The readers of this blog can probably predict the outcome of this near hiatus from fly fishing in July. I had a strong itch to cast a line in a moving river or stream. As in past seasons I eagerly tracked the declining flows on three large Colorado freestone rivers: the Arkansas River, the Eagle River and the Yampa River. I visited the Yampa on July 9 with reasonable success, and the DWR chart depicted steady declines with flows in the 700 – 750 likely for Monday, July 15. The Eagle River finally crashed beneath the 2000 CFS range, and the Arkansas River at Salida flattened out between 2200 and 2500. The top of my range for edge fishing the Eagle River is 1200 CFS and for the Arkansas 1500 CFS.
I planned to capture a couple days on the Yampa, while the flows remained elevated. I hoped that the flows on the Eagle or Arkansas would drop to the upper range of my edge fishing window by Wednesday, and I would move my camping gear to the new destination.

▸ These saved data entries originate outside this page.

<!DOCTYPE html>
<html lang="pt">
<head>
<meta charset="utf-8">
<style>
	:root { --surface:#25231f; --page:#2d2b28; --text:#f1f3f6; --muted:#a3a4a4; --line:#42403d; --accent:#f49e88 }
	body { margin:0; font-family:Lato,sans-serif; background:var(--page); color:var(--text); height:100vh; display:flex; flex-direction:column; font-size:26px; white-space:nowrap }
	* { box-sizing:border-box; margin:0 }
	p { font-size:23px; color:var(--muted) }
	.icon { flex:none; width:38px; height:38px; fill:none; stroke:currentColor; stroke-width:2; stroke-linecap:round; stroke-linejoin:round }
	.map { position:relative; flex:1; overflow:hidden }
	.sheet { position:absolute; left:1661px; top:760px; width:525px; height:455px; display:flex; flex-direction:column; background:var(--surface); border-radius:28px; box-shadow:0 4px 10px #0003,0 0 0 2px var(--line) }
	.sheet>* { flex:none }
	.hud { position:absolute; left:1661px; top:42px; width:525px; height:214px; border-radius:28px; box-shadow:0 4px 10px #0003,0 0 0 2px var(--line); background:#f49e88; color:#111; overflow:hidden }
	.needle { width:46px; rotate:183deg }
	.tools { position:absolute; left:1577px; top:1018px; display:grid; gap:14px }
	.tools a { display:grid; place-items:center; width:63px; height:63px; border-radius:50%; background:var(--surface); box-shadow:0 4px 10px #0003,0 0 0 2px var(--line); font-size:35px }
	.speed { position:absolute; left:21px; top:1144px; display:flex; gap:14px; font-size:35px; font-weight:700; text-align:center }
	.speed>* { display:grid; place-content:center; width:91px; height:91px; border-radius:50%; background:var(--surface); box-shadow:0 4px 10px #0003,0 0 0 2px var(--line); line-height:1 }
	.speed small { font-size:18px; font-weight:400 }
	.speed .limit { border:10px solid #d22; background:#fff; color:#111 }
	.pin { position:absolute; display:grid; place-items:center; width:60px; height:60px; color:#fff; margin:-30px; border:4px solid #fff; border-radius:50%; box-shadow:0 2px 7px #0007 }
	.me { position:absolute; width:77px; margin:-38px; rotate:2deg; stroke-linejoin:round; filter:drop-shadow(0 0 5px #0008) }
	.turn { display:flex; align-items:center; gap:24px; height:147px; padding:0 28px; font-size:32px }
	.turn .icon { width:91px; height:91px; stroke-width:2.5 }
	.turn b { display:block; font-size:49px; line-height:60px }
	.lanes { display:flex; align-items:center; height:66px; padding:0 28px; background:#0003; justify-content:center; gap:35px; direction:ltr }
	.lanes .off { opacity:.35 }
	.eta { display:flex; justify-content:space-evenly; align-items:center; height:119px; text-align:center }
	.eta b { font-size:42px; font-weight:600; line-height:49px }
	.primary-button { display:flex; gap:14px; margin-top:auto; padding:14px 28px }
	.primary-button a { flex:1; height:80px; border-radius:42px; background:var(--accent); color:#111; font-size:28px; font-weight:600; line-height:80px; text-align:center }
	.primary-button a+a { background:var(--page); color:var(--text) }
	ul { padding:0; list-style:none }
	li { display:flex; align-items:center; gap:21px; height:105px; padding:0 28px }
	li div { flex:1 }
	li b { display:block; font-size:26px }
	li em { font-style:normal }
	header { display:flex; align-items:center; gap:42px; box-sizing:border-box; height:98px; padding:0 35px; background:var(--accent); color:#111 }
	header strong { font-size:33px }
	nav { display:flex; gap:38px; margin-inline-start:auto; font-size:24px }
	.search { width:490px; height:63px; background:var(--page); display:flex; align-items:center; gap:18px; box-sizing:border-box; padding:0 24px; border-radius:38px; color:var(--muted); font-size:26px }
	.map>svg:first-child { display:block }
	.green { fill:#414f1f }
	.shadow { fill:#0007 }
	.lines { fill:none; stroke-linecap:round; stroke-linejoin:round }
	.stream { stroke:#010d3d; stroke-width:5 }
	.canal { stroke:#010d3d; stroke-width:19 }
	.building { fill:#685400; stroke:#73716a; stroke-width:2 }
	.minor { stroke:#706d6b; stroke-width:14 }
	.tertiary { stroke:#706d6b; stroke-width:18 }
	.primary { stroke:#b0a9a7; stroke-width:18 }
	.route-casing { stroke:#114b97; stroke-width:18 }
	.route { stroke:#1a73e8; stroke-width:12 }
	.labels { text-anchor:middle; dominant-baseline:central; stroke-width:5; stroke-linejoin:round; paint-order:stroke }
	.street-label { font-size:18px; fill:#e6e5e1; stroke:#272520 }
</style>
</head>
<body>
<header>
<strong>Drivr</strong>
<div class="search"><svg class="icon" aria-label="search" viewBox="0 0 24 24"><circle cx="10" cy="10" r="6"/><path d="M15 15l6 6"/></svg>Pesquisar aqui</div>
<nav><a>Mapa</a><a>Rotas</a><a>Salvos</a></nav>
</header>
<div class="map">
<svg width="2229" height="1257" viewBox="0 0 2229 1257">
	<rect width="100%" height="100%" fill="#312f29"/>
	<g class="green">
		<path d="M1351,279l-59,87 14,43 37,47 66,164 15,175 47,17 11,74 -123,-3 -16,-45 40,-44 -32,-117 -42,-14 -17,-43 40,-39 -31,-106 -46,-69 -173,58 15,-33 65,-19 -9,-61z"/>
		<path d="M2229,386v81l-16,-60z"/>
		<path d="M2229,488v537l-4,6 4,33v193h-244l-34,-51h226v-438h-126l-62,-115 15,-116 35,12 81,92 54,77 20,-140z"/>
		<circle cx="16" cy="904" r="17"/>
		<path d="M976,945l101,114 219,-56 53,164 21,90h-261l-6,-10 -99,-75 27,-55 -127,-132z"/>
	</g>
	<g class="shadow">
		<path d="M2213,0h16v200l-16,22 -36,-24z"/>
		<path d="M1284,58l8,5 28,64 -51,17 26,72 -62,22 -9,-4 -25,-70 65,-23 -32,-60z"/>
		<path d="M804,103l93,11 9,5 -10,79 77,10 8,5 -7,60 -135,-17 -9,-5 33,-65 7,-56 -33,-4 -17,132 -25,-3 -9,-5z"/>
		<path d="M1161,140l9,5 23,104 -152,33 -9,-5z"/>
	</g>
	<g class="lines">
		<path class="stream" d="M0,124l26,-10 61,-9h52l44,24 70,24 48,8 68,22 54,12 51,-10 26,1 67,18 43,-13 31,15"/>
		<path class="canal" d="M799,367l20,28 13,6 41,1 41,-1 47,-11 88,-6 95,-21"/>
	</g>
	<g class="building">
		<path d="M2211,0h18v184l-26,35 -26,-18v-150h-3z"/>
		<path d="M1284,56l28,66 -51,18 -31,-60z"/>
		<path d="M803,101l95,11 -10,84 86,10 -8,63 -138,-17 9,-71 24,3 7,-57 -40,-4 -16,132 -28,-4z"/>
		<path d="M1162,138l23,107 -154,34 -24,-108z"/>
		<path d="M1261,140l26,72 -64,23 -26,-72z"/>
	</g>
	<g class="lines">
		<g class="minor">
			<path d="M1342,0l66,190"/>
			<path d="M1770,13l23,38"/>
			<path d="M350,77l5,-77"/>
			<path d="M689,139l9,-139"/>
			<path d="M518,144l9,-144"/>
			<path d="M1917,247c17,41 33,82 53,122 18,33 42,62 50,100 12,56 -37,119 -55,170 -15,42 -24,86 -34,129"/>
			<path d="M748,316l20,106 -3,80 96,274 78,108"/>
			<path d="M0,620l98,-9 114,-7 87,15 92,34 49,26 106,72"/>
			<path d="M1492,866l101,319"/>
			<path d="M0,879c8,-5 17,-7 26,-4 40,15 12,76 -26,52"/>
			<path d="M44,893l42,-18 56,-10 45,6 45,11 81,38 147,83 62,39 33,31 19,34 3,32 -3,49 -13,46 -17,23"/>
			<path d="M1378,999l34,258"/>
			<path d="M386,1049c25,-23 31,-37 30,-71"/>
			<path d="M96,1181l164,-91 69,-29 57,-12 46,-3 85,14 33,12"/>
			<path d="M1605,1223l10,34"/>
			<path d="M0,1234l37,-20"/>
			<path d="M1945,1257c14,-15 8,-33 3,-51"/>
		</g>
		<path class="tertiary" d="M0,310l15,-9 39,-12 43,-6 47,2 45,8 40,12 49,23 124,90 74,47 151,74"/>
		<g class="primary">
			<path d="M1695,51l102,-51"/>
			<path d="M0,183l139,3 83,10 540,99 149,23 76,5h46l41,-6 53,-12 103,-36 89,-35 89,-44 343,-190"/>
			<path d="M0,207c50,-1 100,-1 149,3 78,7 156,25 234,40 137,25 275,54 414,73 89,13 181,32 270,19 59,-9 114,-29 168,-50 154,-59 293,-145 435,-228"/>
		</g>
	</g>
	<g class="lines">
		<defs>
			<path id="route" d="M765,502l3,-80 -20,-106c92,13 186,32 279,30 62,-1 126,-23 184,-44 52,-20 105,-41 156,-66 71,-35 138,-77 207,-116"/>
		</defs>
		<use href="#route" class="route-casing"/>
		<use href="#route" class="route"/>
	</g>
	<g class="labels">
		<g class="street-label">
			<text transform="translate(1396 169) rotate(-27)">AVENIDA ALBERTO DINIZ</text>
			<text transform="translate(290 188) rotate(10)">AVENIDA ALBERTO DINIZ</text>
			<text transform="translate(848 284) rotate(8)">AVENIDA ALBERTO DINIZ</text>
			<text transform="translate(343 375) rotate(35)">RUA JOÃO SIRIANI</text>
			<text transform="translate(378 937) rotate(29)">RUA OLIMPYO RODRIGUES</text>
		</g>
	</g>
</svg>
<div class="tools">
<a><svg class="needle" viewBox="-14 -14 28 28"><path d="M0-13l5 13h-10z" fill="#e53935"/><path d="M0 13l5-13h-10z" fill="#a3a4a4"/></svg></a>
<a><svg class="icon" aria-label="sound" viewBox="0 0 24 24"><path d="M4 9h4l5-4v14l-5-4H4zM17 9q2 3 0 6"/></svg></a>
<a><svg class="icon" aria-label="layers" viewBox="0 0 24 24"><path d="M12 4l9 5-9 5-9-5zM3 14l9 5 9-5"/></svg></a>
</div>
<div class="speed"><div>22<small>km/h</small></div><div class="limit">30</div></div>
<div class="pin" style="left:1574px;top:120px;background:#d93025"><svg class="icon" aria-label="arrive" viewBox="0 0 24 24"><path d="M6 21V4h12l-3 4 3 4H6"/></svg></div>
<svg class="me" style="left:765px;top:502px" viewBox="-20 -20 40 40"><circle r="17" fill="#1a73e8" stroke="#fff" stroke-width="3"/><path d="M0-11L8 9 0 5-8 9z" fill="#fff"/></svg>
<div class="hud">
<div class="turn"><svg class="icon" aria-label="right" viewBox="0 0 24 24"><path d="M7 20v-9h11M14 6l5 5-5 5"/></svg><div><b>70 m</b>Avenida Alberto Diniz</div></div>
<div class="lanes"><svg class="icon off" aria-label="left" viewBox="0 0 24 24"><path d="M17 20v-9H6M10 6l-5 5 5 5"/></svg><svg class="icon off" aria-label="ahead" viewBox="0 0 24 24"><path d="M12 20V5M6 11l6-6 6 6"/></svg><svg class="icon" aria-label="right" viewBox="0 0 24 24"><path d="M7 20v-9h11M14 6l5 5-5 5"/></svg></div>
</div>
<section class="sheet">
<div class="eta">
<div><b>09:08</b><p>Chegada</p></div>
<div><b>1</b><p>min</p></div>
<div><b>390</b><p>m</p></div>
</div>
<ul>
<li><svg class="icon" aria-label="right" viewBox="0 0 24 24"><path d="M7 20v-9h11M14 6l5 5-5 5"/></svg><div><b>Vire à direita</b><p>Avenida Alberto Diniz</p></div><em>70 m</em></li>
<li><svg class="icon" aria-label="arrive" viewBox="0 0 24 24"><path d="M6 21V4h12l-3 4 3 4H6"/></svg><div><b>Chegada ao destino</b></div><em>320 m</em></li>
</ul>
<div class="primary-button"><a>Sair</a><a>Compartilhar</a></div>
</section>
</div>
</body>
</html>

I departed Denver by 8:15 on Monday morning and arrived at the Howelsen Hill parking lot by 11AM. The sky was cloudy and overcast much of the day, and the temperature peaked in the low eighties. This development was a nice break from the nineties that blanketed the city of Denver. The flows, as suggested by the DWR graph, were in the 650 CFS range, and this allowed for much easier wading compared to the conditions I endured on July 9.
Once I pulled on my waders and assembled my Sage four weight, I hiked along the railroad tracks, until I reached the hot springs. The pungent smell of sulfur dried my throat, and numerous trickles of hot water cascaded from the rocks and entered the high flowing river.
My starting lineup included a tan pool toy, iron sally, and salvation nymph; and in the first hour I landed two twelve inch rainbow trout, as they sucked in the salvation. I stopped for lunch on a large rock among some willows at 12:30. Shortly after my early afternoon meal I broke off all my flies, and as part of my new rigging I substituted a fat Albert for the pool toy.
In the first hour after lunch I built the fish count to four, with the salvation nymph accounting for the additional fish. The fat Albert was not generating interest, so I replaced it with an olive ice dub body size 8 chubby Chernobyl, and this fly produced three swirls but no takes. I interpreted this to mean that the trout were seeking golden stoneflies or yellow sallies, so I cycled through a yellow stimulator and yellow Letort hopper, but my theory was apparently off base, as the trout did not respond to these attempts at a more exact imitation of yellow stoneflies.
I returned to the dry/dropper for the remainder of the afternoon and committed to an iron sally and salvation nymph as the droppers. Suddenly the olive ice dub chubby started to generate takes, and I elevated the fish count to nine. The ninth fish was a very respectable brown trout that slurped the gaudy foam indicator fly.
A bit beyond the spot where the brown trout temporarily rested in my net, a nice cutbow hammered the chubby and escaped after a valiant battle. Shortly after this disappointment a brown trout gulped the chubby in the same deep run near the bank, but in the first couple seconds the hook pulled free, and one of the trailing nymphs snagged the tail of the trout. I was unable to follow the fish downstream, and it eventually snapped off all three flies including the highly prized olive ice dub chubby Chernobyl. I rigged anew with a green foam chubby bearing a yellow body, bit it generated only one swirl during its extended tenure in my dry/dropper lineup. It never produced a fish, and I concluded the ice dub body was the key to chubby Chernobyl success on the Yampa River. The last two fish of the day took a trailing hares ear.
Monday was a so so day of edge fishing. The quantity of fish landed was satisfactory, although size was a bit lacking compared to historical edge fishing experiences on the Yampa River. Putting a damper on the afternoon was the loss of eight flies including the valuable ice dub olive chubby, three iron sallies and three salvation nymphs. I also failed to land the best fish of the day as described in the previous paragraph. I never observed much insect activity, and this circumstance may be attributable to a brief thunderstorm that coincided with the time, when stoneflies normally frequent the river. Stoneflies seem to pop off during warm sunny early afternoons.
I stopped at the Steamboat Flyfisher and purchased five new chubby Chernobyls, but as you might imagine, they did not stock olive ice dub versions. I took stock of my supply in my boat box and stumbled across one more with an olive ice dub body. Needless to say, I moved it to my MFC fly box for Tuesday action. Wading on Monday was improved from the previous week, but fighting the current in the many areas, where the strong velocity bordered the bank, remained taxing.